I would like a way to ignore missing files and just do nothing in that case. The problem here IMO is that i don't know if a pattern will return something until it's actually executed and spark starts processing data only when an action occurs (here, the reduceByKey
part). So i can't just catch an error somewhere and let things continue on.
一个解决办法是强制火花单独处理每个路径,但是这可能会花费配发的速度和/或存储方面,所以我正在寻找一个其他的选择,这将是有效的。
One solution would be to force spark to process each path individually but that will probably cost allot in terms of speed and/or memory so i'm looking for an other option that would be efficient.
我使用的火花0.9.1。谢谢
I'm using spark 0.9.1.Thanks
推荐答案
好了,挖一点到Spark和感谢别人的火花在用户列表上的指导我,我觉得我得到它:
Ok, digging a bit into Spark and thanks to someone guiding me on the spark user list I think i got it:
sc.newAPIHadoopFile("s3n://missingPattern/*", EmptiableTextInputFormat.class, LongWritable.class, Text.class, sc.hadoopConfiguration())

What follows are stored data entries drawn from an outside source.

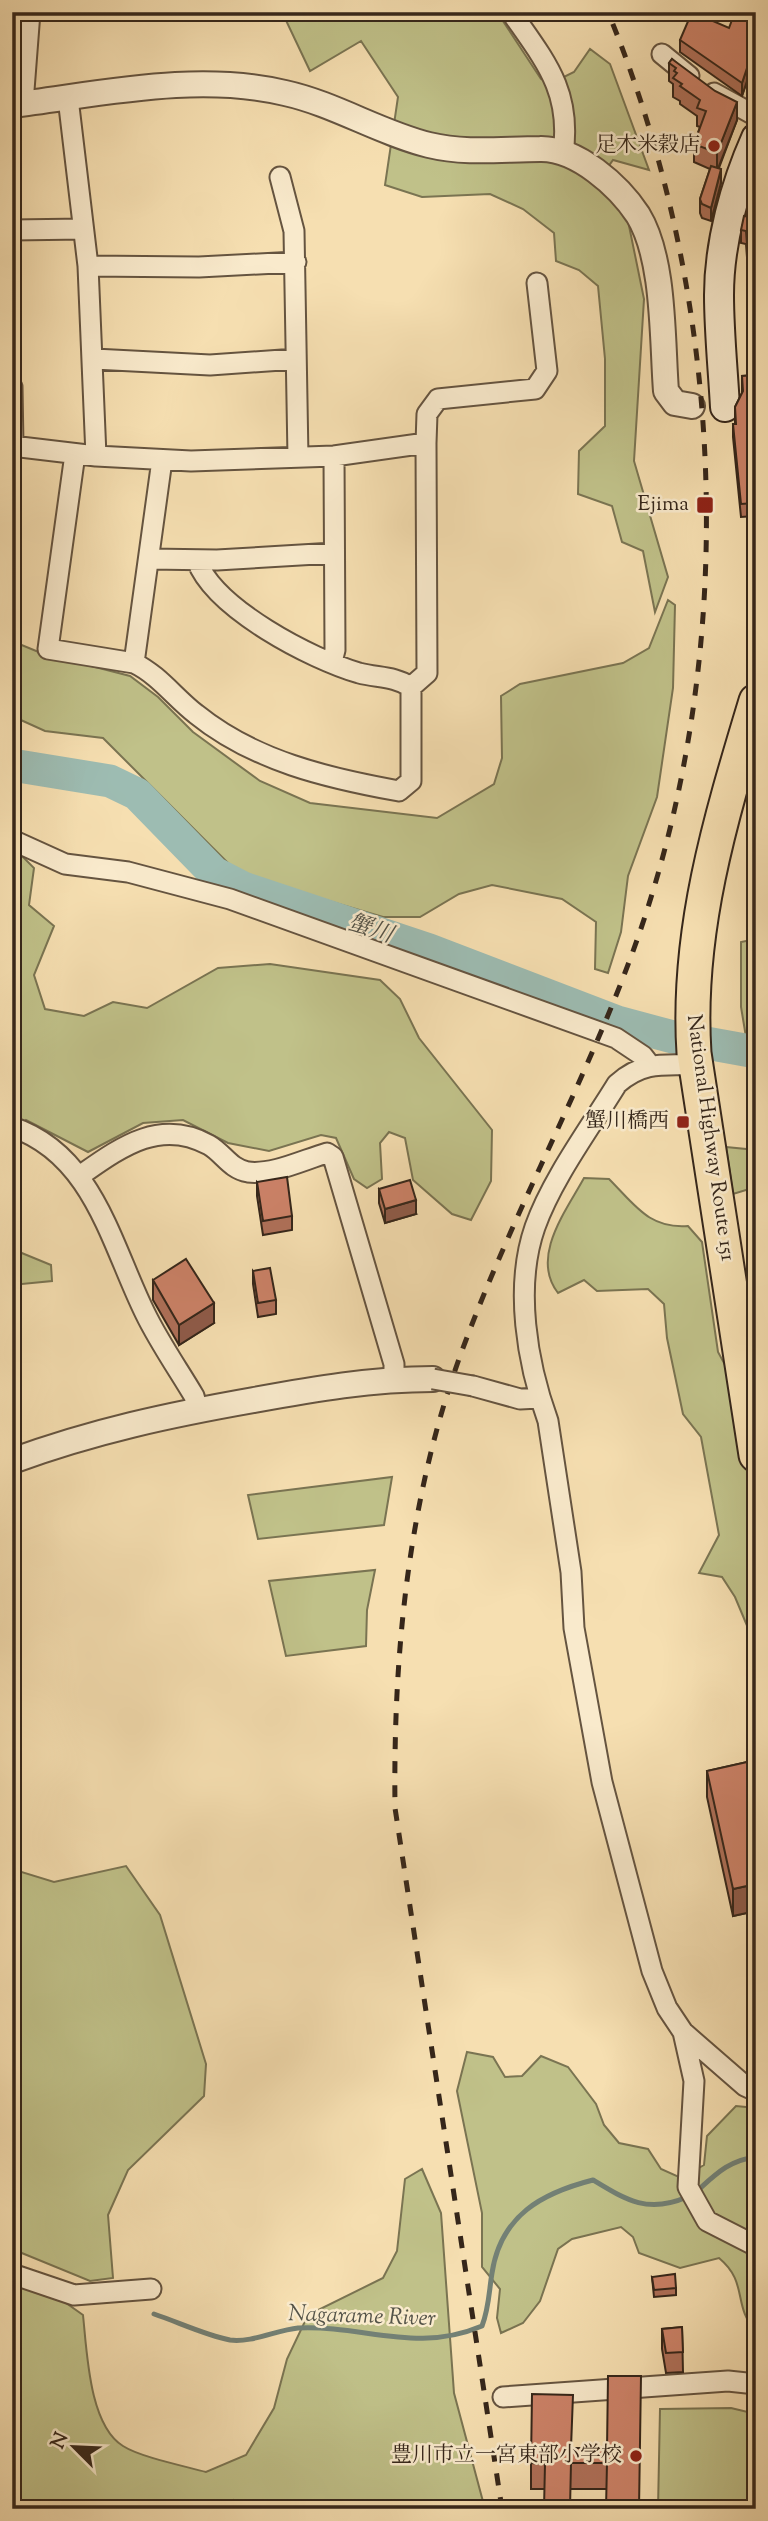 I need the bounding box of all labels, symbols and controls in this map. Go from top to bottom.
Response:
place label: 足木米穀店 [595,131,700,161]
marker: 足木米穀店 [706,138,722,154]
place label: Ejima [637,490,689,520]
marker: Ejima [695,495,715,515]
water label: 蟹川 [343,907,400,954]
street label: National Highway Route 151 [678,1013,742,1263]
place label: 蟹川橋西 [585,1107,669,1137]
marker: 蟹川橋西 [675,1114,691,1130]
water label: Nagarame River [288,2298,436,2336]
north arrow [38,2412,108,2482]
text: N [45,2429,76,2454]
place label: 豊川市立一宮東部小学校 [391,2441,622,2471]
marker: 豊川市立一宮東部小学校 [628,2448,644,2464]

.map(new Function<Tuple2<LongWritable, Text>, String>() {
@Override
public String call(Tuple2<LongWritable, Text> arg0) throws Exception {
return arg0._2.toString();
}
})
.count();
和由它来完成神奇的EmptiableTextInputFormat:
And the EmptiableTextInputFormat which does the magic:
import java.io.IOException;
import java.util.Collections;
import java.util.List;
import org.apache.hadoop.mapreduce.InputSplit;
import org.apache.hadoop.mapreduce.JobContext;
import org.apache.hadoop.mapreduce.lib.input.InvalidInputException;
import org.apache.hadoop.mapreduce.lib.input.TextInputFormat;
public class EmptiableTextInputFormat extends TextInputFormat {
@Override
public List<InputSplit> getSplits(JobContext arg0) throws IOException {
try {
return super.getSplits(arg0);
} catch (InvalidInputException e) {
return Collections.<InputSplit> emptyList();
}
}
}
有人可能会最终检查InvalidInputException的消息律更precision。
One could eventually check the message of the InvalidInputException for a lil more precision.
这篇关于绕过org.apache.hadoop.ma pred.InvalidInputException:输入模式S3N:// [...]匹配0文件的文章就介绍到这了,希望我们推荐的答案对大家有所帮助,也希望大家多多支持!